Alors, qu’est‑ce qui fait précisément le succès de ces créateurs britanniques ? Au‑delà de leur proximité géographique avec les grandes maisons européennes, ils bénéficient aussi de l’enseignement d’écoles de mode prestigieuses telles que le London College of Fashion (l’alma mater d’Anderson) et Central Saint Martins (l’alma mater de Burton et de Wales Bonner). Le London College of Fashion comme Central Saint Martins (CSM) figurent régulièrement parmi les meilleures écoles de mode au monde. Réputée pour son caractère ultra‑sélectif, CSM est célèbre pour avoir formé des poids lourds de la mode comme Lee Alexander McQueen, John Galliano, Phoebe Philo, Riccardo Tisci et Kim Jones.
Au‑delà des universités, la Grande‑Bretagne possède un héritage sartorial incontestable, ancré à Savile Row, rue londonienne considérée comme la capitale de la grande mesure traditionnelle depuis le XVIIIe siècle. Ce qui rend cela particulièrement pertinent, c’est qu’en 2025, l’artisanat occupe une place centrale dans le discours des créateurs. Non seulement les labels d’ultra‑fast fashion comme Shein essuient un retour de bâton à mesure qu’ils s’implantent sur les marchés occidentaux, mais l’IA générative se banalise dans le secteur, soulevant des questions éthiques autour de la créativité.

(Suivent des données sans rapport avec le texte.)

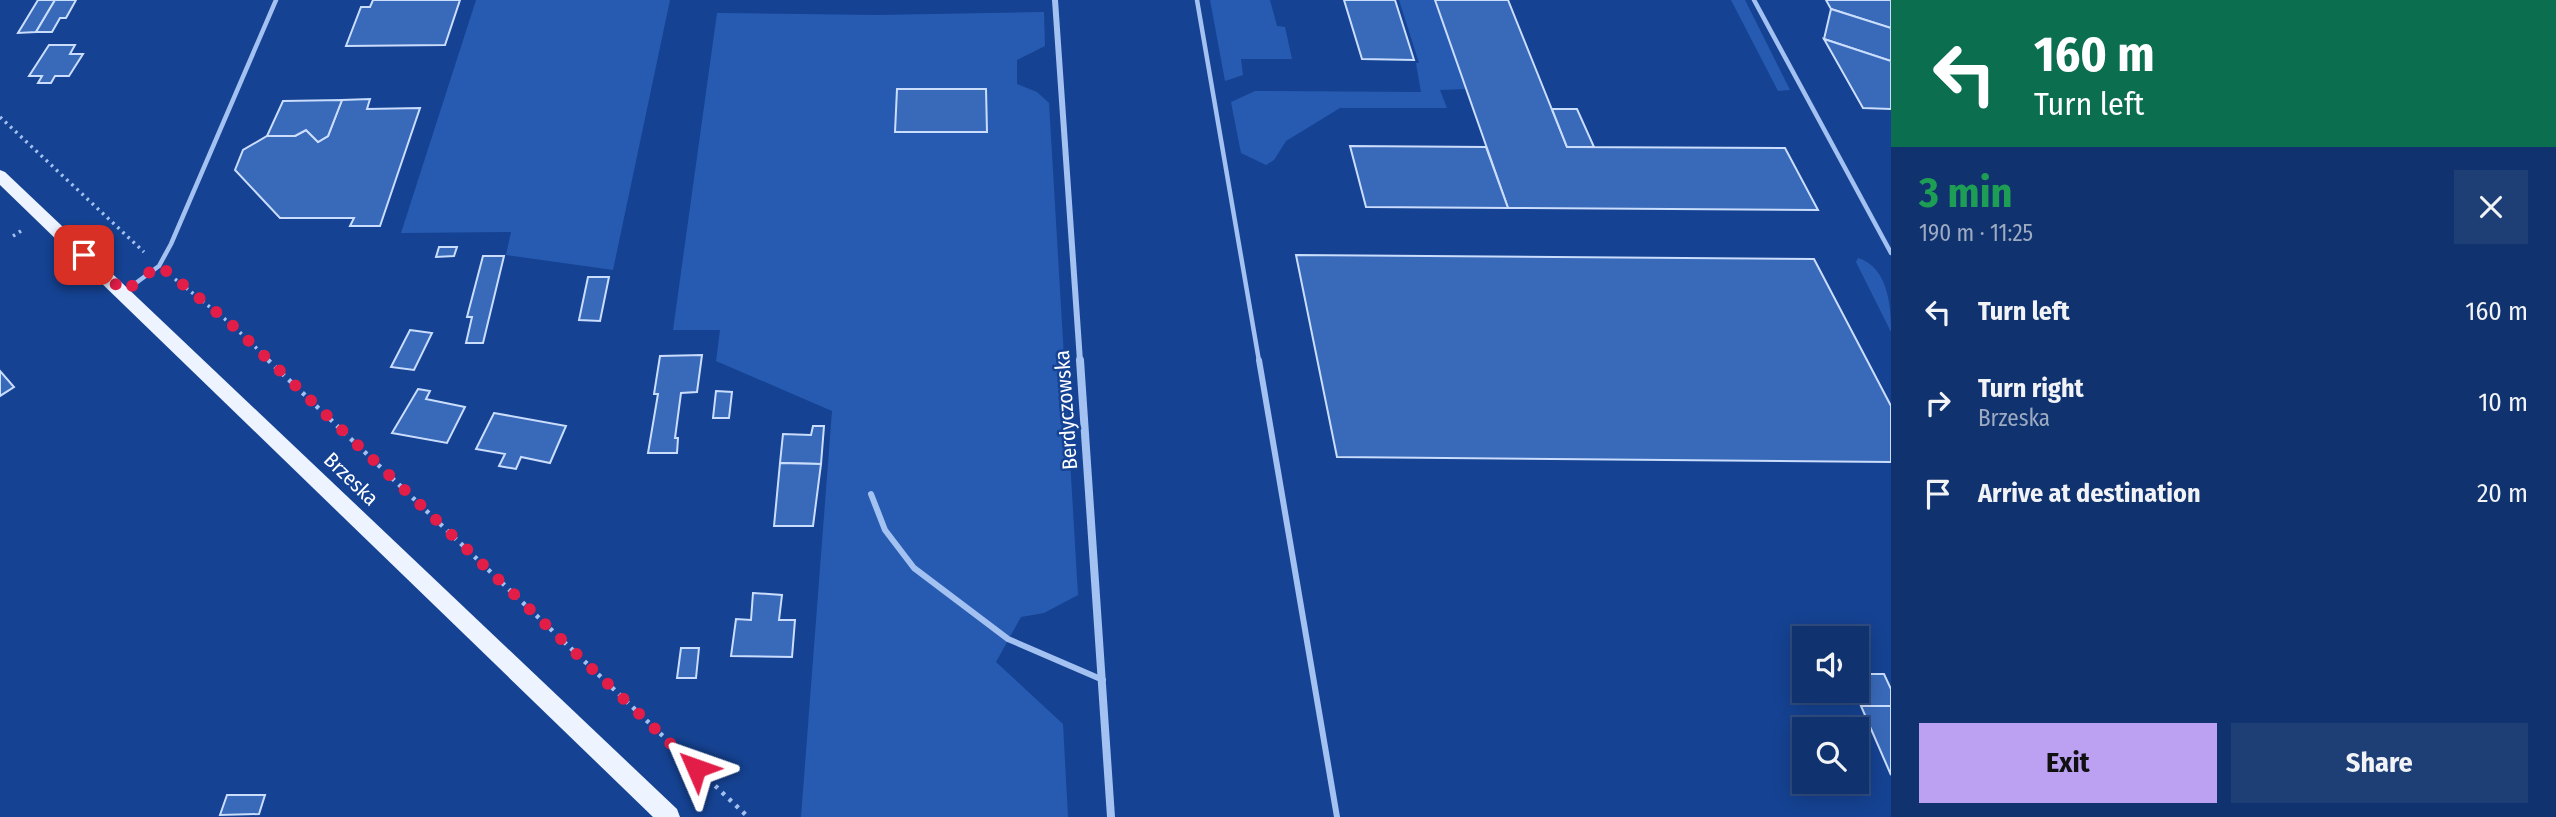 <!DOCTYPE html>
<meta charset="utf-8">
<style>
body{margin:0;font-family:"Fira Sans Condensed",sans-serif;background:#1e3e76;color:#f1f3f6;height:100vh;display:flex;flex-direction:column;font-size:26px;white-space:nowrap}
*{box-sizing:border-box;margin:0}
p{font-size:23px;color:#9caac2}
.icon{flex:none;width:38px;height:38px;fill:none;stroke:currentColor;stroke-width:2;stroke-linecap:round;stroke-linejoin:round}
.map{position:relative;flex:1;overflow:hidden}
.side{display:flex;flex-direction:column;background:#10326e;width:665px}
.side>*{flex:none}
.top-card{background:#0b6e4f;color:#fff;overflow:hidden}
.tools{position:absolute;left:1792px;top:626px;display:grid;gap:14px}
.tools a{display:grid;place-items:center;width:77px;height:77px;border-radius:0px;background:#10326e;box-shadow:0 4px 18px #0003,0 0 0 2px #304d81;font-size:35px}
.pin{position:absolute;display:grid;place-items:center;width:60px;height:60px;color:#fff;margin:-30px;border-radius:14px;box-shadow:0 4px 10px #0006}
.me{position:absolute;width:77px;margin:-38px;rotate:313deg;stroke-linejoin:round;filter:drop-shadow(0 0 5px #0008)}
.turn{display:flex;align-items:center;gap:24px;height:147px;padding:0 28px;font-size:32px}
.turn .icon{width:91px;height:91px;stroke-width:2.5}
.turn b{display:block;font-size:49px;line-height:60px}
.round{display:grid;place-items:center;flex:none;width:74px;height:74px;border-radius:0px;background:#1e3e76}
.headline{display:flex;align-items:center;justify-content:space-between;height:119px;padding:0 28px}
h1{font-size:42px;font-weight:700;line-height:52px;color:#1e9e55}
.primary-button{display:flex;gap:14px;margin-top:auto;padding:14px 28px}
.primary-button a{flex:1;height:80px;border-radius:0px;background:#bca0f2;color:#111;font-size:28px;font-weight:700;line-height:80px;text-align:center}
.primary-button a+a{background:#1e3e76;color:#f1f3f6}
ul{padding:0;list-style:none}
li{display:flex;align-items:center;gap:21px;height:91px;padding:0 28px}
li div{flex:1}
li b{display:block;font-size:26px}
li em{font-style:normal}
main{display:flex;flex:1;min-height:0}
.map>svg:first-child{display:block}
</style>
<main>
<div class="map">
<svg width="1891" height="817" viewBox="0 0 1891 817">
<rect width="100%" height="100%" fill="#154292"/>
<g fill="#275bb1">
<path d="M 476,0 L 670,0 L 613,270 L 506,255 L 511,232 L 401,233 Z"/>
<path d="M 1210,0 L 1270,0 L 1277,26 L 1285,27 L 1292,59 L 1241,59 L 1243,75 L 1225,81 Z"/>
<path d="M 1399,0 L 1435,0 L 1466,89 L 1440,90 L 1447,108 L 1340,108 L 1286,141 L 1274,160 L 1266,165 L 1241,153 L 1231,102 L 1255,91 L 1421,92 L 1416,63 L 1419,63 Z"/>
<path d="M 1731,0 L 1745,0 L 1790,90 L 1778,91 Z"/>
<path d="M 1044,12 L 1045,46 L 1017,60 L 1017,84 L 1037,92 L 1049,103 L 1078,595 L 1044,613 L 1021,617 L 996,662 L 1063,724 L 1068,817 L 801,817 L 832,411 L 716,361 L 720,330 L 673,330 L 717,13 L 876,15 Z"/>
<path d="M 1858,258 C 1888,267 1891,306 1891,332 L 1856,262 Z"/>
</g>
<g fill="#3969b9" stroke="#caddfc" stroke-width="2">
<path d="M 38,0 L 55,0 L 36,32 L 18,33 Z"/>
<path d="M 55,0 L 76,0 L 66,18 L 60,18 L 52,32 L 36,32 Z"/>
<path d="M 373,0 L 460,0 L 445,45 L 346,46 L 361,7 L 370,7 Z"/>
<path d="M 1344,0 L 1395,0 L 1414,60 L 1362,59 Z"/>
<path d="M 1435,0 L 1508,0 L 1567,147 L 1785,148 L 1818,210 L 1508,208 Z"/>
<path d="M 1826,0 L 1891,0 L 1891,28 L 1831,9 Z"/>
<path d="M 1831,9 L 1891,28 L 1891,61 L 1824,39 Z"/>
<path d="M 1824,39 L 1891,61 L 1891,109 L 1863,108 Z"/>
<path d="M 49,45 L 75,45 L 70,54 L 83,54 L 69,76 L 55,76 L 51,83 L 38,83 L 42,76 L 29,76 Z"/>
<path d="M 897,89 L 986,89 L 987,132 L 895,132 Z"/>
<path d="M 370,99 L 367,109 L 420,108 L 380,226 L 350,226 L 354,218 L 280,218 L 235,170 L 243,150 L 267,136 L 295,136 L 306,130 L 318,142 L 328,136 L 342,100 Z"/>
<path d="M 342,100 L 328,136 L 318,142 L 306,130 L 295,136 L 267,136 L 283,101 Z"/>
<path d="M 1552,109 L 1577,109 L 1594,147 L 1567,147 Z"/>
<path d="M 1350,146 L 1486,147 L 1508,208 L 1366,207 Z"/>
<path d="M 439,247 L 457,247 L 454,256 L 436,257 Z"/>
<path d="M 1296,255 L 1814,259 L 1891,406 L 1891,462 L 1337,457 Z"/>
<path d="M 483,256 L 504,256 L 483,343 L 466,343 L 472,317 L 467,317 Z"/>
<path d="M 588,277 L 609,277 L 600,321 L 579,320 Z"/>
<path d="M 410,330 L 432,333 L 414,370 L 391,367 Z"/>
<path d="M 702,355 L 697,392 L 681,393 L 675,438 L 678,438 L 677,453 L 648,453 L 658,394 L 654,394 L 660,356 Z"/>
<path d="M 0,371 L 14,387 L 0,396 Z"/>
<path d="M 418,389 L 430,391 L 426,399 L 465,407 L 447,443 L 392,433 Z"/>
<path d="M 716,391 L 732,392 L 729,418 L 713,418 Z"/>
<path d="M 494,413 L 566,426 L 550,463 L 521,457 L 516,469 L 499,466 L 505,454 L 476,449 Z"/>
<path d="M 813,426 L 824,426 L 821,464 L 780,463 L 783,434 L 811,435 Z"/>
<path d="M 780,463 L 821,464 L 813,526 L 774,526 Z"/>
<path d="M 753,593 L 782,595 L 779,620 L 795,620 L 792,657 L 731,656 L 736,619 L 751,620 Z"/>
<path d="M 681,648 L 699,648 L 696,678 L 677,678 Z"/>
<path d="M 1857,674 L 1884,674 L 1891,689 L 1891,706 L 1862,706 L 1855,691 Z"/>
<path d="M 1861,706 L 1891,706 L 1891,775 Z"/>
<path d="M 227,795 L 265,795 L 259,814 L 220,815 Z"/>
</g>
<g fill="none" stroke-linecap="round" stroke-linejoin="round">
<g stroke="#a3c1f1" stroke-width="3.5" stroke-dasharray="2.5 4.5" stroke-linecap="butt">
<path d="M 0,117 L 144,252"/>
<path d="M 13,236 L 24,229"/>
<path d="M 175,279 L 231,324 L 270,361"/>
</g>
<path stroke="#a3c1f1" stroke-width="4.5" stroke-dasharray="3.5 6" stroke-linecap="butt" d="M 268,360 L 748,817"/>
<g stroke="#a3c1f1" stroke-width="4.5">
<path d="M 1197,0 L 1259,361"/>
<path d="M 1754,0 L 1891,253"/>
<path d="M 125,291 L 159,266 L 171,244 L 276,0"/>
</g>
<g stroke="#a3c1f1" stroke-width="6">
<path d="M 1259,360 L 1337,817"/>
<path d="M 871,494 L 885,530 L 914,568 L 1008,639 L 1103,680"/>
</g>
<path stroke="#a3c1f1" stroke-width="6" d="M 1055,0 L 1080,361"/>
<path stroke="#a3c1f1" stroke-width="8" d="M 1080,360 L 1111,817"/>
<path fill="#edf3ff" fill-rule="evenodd" d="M 0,170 L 5,172 L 677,809 L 680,817 L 653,817 L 0,185 Z"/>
</g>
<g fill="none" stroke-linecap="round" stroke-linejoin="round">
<path stroke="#e11d48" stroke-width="12" stroke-dasharray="0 21.6" d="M 84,255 L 124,292 L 159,265 L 231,324 L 696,768"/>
</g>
<g text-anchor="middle" stroke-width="5" stroke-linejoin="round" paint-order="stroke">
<g font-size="21" fill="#fff" stroke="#154292">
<text transform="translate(1066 410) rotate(-94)" y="7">Berdyczowska</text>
<text transform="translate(351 479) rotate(44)" y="7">Brzeska</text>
</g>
</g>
</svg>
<div class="tools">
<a><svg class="icon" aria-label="sound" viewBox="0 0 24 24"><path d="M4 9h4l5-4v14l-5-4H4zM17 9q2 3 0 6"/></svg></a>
<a><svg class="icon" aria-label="search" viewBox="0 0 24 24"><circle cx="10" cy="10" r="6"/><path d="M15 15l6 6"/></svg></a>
</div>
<div class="pin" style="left:84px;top:255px;background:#d93025"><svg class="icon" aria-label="arrive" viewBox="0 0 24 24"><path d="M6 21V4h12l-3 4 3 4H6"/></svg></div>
<svg class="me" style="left:696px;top:768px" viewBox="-20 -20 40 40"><path d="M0-17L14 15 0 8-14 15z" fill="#e11d48" stroke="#fff" stroke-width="4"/></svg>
</div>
<section class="side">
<div class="top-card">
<div class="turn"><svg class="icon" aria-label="left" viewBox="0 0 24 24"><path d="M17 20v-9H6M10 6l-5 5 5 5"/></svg><div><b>160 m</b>Turn left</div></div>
</div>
<div class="headline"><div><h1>3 min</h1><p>190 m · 11:25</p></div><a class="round"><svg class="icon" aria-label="close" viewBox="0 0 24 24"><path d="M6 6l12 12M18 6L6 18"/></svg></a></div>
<ul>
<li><svg class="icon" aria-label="left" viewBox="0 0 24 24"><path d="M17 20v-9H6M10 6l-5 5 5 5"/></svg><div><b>Turn left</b></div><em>160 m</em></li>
<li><svg class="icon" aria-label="right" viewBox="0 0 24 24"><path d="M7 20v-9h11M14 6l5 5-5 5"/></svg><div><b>Turn right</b><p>Brzeska</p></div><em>10 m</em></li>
<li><svg class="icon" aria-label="arrive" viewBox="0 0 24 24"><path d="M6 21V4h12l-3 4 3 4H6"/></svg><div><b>Arrive at destination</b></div><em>20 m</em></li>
</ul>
<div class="primary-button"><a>Exit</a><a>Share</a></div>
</section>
</main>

Ce que des créateurs comme Anderson et Wales Bonner incarnent, ce n’est pas seulement la filiation avec les traditions sartoriales britanniques, mais aussi une fidélité à l’authenticité et au geste artistique, même une fois propulsés dans la cour des grands. Tous deux mettent régulièrement en avant des méthodes de fabrication héritées, qu’il s’agisse de la maille classique « Made in England » d’Anderson ou de la collaboration outerwear de Wales Bonner avec les tailleurs de Savile Row Anderson and Sheppard.
À une époque où la culture des influenceurs et des ambassadeurs tend à reléguer le savoir‑faire au second plan, il est logique que le public se tourne vers des créateurs qui font vivre la tradition. En définitive, c’est leur capacité à conjuguer vision artistique personnelle et préservation des héritages sartoriaux qui les érige non seulement en directeurs de maisons emblématiques, mais aussi en véritables timoniers de l’avenir de l’industrie de la mode.